Stored data
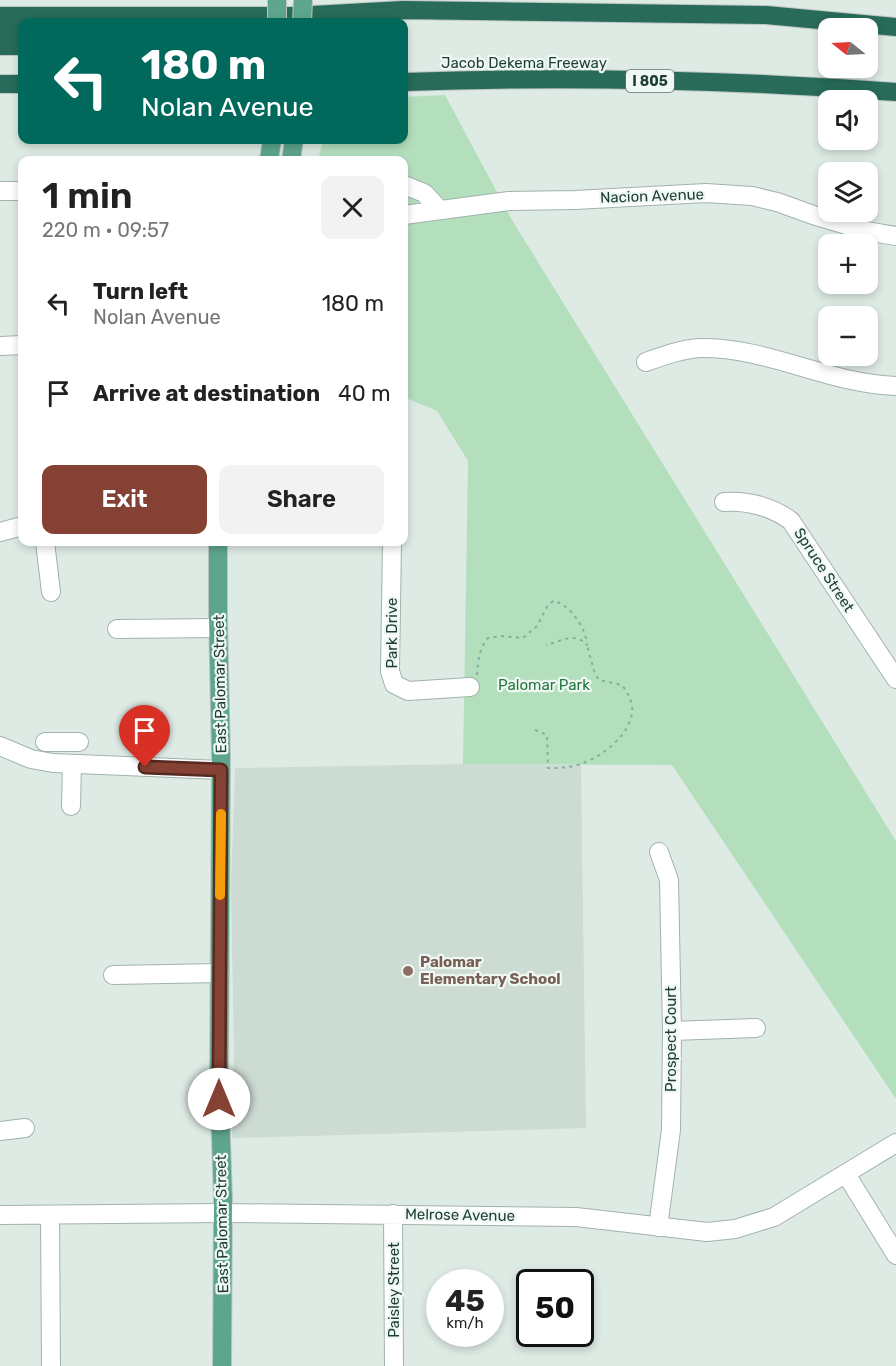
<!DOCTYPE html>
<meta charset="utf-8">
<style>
body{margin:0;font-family:Rubik,sans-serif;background:#f2f2f2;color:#222;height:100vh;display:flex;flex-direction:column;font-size:22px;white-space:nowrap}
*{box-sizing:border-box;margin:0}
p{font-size:20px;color:#767676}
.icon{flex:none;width:33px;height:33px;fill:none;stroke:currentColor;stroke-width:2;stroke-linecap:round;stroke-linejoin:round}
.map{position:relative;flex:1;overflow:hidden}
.panel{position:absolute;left:18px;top:156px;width:390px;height:390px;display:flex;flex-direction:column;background:#fff;border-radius:12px;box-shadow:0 3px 9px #0003}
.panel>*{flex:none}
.top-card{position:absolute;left:18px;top:18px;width:390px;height:126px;border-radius:12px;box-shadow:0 3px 9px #0003;background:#00695c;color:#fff;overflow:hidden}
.needle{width:39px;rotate:288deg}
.controls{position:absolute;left:818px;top:18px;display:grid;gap:12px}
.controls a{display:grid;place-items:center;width:60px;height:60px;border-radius:12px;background:#fff;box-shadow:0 3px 9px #0003;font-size:30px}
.speed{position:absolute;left:426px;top:1269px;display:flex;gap:12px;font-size:30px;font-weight:700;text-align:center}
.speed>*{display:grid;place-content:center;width:78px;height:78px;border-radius:50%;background:#fff;box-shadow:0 3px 9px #0003;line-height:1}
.speed small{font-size:15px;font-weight:400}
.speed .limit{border:3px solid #111;border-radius:9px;background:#fff;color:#111}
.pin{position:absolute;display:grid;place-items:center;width:51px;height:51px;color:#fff;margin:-62px -26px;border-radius:50% 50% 50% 0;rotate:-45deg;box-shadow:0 0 6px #0007}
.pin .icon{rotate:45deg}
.me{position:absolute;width:66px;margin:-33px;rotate:0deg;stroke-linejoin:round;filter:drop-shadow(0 0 4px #0008)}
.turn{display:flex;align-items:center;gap:21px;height:126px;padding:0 24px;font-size:27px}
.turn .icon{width:78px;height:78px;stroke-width:2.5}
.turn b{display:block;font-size:42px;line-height:51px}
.round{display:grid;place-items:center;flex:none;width:63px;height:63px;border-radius:12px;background:#f2f2f2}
.overview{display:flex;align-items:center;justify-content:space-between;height:102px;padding:0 24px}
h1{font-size:36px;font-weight:600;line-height:45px}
.primary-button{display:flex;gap:12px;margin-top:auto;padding:12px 24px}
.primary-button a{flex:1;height:69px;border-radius:12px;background:#854133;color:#fff;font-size:24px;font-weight:600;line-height:69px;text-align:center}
.primary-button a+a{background:#f2f2f2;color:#222}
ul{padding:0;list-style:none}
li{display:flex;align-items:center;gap:18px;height:90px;padding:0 24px}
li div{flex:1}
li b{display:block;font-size:22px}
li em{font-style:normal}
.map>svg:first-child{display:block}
</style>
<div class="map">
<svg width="896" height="1366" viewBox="0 0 896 1366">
<rect width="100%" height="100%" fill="#deebe4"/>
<path fill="#ccdbd3" d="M463 764 581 765 586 1128 232 1138 234 1055 231 887 235 768Z"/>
<path fill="#b4dfbd" d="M445 95 512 220 896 841V1099L672 765 463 764 468 461 437 411 404 397V160H318L323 140H404V97Z"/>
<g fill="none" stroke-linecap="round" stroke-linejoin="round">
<g stroke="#a1b3ab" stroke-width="20">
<path id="minor" d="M404 185 424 193 440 210
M0 191H22
M404 215 509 201 575 200 706 193 752 196 777 202 816 216 866 231 896 236
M0 346 22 345
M646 362C663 356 682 349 700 348 768 347 829 384 896 386
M724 502C746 500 773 507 791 521L896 679
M0 532 22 526
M45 542 51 592
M392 542 390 671 394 684 408 691 470 687
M117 629 218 628
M45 742H79
M0 746 31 759 53 763 221 770
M71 806 72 764
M113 975 220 973
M672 1031 756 1028
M0 1131 25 1128
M846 1174 896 1255
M393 1214 394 1366
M0 1215 223 1213 576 1217 707 1232 735 1229 774 1217 896 1143
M50 1215 51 1366
M658 1227 671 1130 672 1031 669 880 659 852"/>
</g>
<g stroke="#bcc5c2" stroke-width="20">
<path id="major" d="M269 160 272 140
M291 160 294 140
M218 542V617L221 757 219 1081 223 1199 222 1366"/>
</g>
<g stroke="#bcc5c2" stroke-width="20">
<path id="highway" d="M0 16H294L403 10 766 15 896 27
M0 30H22
M0 46H22
M404 82C568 76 732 80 896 92
M0 84H22"/>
</g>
<path stroke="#7bb29d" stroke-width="2" stroke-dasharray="3 4.5" stroke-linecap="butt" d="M477 675C478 660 479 649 488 638L501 636 523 638 537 626 547 607 553 601C570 604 586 628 587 645 574 631 560 642 546 645
M535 730 547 735 548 768C555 768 561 768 567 767 593 765 635 735 632 707 631 698 627 692 622 685L599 680 595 674 587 645"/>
<use href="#minor" stroke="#fff" stroke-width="18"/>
<use href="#major" stroke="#5ea58d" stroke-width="18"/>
<use href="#highway" stroke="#276b58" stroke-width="18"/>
<g stroke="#bcc5c2" stroke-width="20" stroke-linecap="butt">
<path id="major-bridge" d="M277 0V22
M302 22 303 0"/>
</g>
<use href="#major-bridge" stroke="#5ea58d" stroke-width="18"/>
</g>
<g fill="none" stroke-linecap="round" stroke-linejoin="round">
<g stroke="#562a21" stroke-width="15">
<path id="route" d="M145 767 221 770 219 1099"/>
</g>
<use href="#route" stroke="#854133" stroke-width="10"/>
<path stroke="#f59e0b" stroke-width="10" d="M220 895 221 814"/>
</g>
<circle fill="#8d6e63" stroke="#eff8f3" stroke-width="2" cx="408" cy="971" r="6"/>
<g text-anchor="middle" stroke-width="4.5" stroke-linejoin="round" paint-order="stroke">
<rect fill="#eff8f3" stroke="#5d756c" stroke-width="1.5" x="626" y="70" width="48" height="22" rx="4.5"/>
<g font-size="14" font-weight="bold" fill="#1e3d32">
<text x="650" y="86">I 805</text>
</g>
<g font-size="15" fill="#1e3d32" stroke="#eff8f3">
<text x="524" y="68">Jacob Dekema Freeway</text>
<text transform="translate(652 196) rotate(-2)" y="5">Nacion Avenue</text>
<text transform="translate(824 570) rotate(57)" y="5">Spruce Street</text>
<text transform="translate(392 633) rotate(-90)" y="5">Park Drive</text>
<text transform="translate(220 684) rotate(-91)" y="5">East Palomar Street</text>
<text transform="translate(671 1039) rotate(-90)" y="5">Prospect Court</text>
<text transform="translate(460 1215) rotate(1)" y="5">Melrose Avenue</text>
<text transform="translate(222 1224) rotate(-91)" y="5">East Palomar Street</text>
<text transform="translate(394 1290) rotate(-90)" y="5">Paisley Street</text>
</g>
<g font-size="15" fill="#24773e" stroke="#eff8f3">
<text x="544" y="690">Palomar Park</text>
</g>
<g font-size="15" font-weight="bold" fill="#785e54" stroke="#eff8f3" text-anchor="start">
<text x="420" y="967">Palomar<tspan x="420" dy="17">Elementary School</tspan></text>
</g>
</g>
</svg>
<div class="controls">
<a><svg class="needle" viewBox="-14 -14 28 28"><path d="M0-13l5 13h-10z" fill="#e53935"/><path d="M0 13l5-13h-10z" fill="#767676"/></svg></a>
<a><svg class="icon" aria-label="sound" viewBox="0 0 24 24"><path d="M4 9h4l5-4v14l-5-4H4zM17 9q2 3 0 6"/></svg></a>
<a><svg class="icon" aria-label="layers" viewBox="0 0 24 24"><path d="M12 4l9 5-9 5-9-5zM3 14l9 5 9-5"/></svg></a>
<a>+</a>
<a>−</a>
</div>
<div class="speed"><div>45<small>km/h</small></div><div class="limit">50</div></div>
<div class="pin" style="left:145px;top:767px;background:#d93025"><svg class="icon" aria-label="arrive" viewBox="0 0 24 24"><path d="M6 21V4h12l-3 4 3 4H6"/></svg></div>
<svg class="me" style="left:219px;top:1099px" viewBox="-20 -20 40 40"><circle r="19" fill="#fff"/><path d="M0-13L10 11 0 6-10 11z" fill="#854133"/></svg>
<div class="top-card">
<div class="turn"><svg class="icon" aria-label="left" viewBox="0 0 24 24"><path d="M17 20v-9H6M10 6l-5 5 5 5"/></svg><div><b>180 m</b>Nolan Avenue</div></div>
</div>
<section class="panel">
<div class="overview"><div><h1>1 min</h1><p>220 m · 09:57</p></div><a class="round"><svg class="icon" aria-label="close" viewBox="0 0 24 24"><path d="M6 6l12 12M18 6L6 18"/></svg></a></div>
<ul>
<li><svg class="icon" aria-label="left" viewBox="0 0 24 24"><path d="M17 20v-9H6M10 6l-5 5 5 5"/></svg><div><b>Turn left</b><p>Nolan Avenue</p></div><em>180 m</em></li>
<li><svg class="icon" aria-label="arrive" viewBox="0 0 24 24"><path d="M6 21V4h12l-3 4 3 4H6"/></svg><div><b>Arrive at destination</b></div><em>40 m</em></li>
</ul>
<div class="primary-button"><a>Exit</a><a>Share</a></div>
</section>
</div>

**EXERCISE:** In the entries above, the lines between the one holding "M646 362C663 356" and the one holding "766 15 896 27", inclusive, are to be printed exactly as written, and those alone.

**ANSWER AREA:**
M646 362C663 356 682 349 700 348 768 347 829 384 896 386
M724 502C746 500 773 507 791 521L896 679
M0 532 22 526
M45 542 51 592
M392 542 390 671 394 684 408 691 470 687
M117 629 218 628
M45 742H79
M0 746 31 759 53 763 221 770
M71 806 72 764
M113 975 220 973
M672 1031 756 1028
M0 1131 25 1128
M846 1174 896 1255
M393 1214 394 1366
M0 1215 223 1213 576 1217 707 1232 735 1229 774 1217 896 1143
M50 1215 51 1366
M658 1227 671 1130 672 1031 669 880 659 852"/>
</g>
<g stroke="#bcc5c2" stroke-width="20">
<path id="major" d="M269 160 272 140
M291 160 294 140
M218 542V617L221 757 219 1081 223 1199 222 1366"/>
</g>
<g stroke="#bcc5c2" stroke-width="20">
<path id="highway" d="M0 16H294L403 10 766 15 896 27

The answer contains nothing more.